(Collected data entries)
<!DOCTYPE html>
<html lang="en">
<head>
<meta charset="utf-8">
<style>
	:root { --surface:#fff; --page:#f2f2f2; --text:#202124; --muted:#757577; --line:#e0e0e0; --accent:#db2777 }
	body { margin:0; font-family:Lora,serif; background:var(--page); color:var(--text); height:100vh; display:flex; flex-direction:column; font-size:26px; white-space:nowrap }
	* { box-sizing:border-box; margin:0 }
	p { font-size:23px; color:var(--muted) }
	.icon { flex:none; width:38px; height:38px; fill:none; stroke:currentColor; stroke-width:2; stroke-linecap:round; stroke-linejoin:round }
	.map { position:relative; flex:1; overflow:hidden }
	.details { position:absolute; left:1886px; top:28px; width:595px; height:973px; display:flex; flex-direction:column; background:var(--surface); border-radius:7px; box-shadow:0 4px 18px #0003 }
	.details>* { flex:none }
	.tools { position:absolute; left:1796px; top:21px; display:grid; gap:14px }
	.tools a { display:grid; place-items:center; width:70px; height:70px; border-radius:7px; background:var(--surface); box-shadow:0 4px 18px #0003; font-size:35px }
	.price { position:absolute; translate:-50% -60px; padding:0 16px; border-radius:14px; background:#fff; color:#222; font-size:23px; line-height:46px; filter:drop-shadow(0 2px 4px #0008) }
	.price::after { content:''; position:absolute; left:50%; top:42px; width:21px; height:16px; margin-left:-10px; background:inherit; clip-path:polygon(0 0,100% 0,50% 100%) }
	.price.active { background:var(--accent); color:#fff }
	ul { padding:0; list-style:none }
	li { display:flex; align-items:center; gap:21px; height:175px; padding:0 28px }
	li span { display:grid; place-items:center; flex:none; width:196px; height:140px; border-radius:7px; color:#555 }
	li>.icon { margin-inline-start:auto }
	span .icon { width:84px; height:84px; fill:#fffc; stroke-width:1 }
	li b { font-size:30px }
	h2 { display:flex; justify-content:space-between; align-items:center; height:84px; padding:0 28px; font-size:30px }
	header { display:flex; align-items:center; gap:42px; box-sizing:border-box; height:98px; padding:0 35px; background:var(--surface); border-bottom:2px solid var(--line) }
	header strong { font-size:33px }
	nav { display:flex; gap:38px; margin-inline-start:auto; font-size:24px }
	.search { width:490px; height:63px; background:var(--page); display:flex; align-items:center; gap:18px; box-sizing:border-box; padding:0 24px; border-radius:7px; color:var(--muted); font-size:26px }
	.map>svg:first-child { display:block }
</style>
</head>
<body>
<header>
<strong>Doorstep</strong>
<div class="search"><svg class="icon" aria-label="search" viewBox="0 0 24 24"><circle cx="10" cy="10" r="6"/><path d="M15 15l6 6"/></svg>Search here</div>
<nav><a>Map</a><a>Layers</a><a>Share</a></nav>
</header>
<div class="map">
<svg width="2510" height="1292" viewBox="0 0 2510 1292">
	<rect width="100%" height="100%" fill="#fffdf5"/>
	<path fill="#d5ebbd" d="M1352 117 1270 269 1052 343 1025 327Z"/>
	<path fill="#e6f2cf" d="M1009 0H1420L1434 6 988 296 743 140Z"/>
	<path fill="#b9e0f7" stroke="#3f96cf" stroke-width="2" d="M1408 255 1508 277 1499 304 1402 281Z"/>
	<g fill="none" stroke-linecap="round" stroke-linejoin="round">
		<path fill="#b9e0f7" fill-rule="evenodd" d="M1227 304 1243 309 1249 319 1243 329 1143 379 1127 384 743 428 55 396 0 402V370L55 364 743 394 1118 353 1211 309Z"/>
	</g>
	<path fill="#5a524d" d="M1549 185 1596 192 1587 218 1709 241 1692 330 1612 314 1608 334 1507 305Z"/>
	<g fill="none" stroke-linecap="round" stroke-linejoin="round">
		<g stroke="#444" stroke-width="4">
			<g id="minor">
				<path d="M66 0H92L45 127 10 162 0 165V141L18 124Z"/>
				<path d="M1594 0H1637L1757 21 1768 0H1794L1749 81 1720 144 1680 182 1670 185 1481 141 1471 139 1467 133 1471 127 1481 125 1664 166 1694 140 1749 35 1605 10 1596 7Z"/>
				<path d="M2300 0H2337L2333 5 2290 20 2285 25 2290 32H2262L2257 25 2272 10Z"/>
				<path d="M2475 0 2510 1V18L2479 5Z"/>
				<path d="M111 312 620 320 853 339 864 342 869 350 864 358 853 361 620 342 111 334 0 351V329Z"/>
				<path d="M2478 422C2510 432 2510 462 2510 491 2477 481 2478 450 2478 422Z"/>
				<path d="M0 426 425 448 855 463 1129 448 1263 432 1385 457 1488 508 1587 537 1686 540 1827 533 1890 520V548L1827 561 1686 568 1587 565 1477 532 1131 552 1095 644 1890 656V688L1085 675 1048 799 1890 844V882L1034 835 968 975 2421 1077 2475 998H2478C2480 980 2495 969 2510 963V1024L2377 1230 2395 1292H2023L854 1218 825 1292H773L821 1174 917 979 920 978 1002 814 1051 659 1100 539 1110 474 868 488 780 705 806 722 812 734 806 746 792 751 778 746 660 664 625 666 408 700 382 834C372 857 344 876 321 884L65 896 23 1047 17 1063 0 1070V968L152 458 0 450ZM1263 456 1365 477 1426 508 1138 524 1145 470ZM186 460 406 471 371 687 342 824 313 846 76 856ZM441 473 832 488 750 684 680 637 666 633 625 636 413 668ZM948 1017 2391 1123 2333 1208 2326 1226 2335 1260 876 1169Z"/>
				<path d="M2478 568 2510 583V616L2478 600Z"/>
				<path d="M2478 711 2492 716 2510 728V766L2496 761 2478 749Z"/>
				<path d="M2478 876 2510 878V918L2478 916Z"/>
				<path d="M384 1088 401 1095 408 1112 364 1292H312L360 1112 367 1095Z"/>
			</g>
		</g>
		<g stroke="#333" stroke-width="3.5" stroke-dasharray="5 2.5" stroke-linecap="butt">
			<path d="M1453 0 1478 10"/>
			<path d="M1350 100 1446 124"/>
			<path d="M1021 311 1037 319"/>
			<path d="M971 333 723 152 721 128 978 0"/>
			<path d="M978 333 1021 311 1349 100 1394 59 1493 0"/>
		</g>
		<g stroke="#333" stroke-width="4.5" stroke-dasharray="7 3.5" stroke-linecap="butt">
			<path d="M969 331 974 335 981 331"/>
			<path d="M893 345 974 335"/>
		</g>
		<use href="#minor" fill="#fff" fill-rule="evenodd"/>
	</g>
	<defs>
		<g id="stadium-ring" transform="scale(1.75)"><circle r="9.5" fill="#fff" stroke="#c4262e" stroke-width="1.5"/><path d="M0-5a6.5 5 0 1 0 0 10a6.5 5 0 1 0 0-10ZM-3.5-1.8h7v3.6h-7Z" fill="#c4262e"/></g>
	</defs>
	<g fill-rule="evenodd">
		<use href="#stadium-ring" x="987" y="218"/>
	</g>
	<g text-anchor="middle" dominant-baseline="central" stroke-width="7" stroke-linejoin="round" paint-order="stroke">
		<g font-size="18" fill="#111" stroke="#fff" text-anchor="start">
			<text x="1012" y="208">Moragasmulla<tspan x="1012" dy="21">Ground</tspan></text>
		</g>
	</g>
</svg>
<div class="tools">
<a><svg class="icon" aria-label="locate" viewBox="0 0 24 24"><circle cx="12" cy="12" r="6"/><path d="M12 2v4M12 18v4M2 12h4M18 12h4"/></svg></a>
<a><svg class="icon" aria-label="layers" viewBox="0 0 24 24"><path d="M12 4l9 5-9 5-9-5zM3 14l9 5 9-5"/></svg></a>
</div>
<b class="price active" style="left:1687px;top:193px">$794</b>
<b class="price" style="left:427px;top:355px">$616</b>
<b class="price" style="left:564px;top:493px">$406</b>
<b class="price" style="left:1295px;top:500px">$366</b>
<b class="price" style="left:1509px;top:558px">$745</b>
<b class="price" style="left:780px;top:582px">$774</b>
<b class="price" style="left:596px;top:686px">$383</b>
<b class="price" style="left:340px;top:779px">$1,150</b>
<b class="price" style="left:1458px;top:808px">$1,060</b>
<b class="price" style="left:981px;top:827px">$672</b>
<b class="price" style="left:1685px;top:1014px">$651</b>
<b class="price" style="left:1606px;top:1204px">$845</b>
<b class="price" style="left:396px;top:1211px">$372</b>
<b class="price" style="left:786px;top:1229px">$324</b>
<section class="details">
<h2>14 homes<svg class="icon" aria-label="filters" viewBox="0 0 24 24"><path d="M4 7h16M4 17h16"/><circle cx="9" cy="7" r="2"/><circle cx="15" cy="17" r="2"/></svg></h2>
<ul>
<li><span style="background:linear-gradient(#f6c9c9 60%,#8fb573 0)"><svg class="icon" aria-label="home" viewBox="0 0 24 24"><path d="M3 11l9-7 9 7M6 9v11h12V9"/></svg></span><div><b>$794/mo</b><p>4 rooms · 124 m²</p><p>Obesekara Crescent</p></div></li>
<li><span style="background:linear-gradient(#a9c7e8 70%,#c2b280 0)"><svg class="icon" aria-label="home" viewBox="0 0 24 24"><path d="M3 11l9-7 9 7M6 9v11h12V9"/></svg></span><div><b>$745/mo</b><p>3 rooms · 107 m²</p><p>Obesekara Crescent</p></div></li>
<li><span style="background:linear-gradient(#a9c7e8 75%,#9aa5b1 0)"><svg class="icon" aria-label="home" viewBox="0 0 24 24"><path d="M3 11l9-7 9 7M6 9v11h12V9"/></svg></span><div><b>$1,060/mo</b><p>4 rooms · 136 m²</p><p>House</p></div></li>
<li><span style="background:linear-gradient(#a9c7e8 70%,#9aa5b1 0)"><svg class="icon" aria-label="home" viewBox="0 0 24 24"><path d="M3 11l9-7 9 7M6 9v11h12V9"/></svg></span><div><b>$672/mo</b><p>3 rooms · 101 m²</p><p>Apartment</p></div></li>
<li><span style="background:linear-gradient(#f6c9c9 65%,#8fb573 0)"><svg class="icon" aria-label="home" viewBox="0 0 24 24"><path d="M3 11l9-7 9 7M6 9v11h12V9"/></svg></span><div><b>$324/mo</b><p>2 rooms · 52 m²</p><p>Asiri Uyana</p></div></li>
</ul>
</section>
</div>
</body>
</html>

- [Task description] Every line above that holds "tools" should be copied out.

- [Answer area]
	.tools { position:absolute; left:1796px; top:21px; display:grid; gap:14px }
	.tools a { display:grid; place-items:center; width:70px; height:70px; border-radius:7px; background:var(--surface); box-shadow:0 4px 18px #0003; font-size:35px }
<div class="tools">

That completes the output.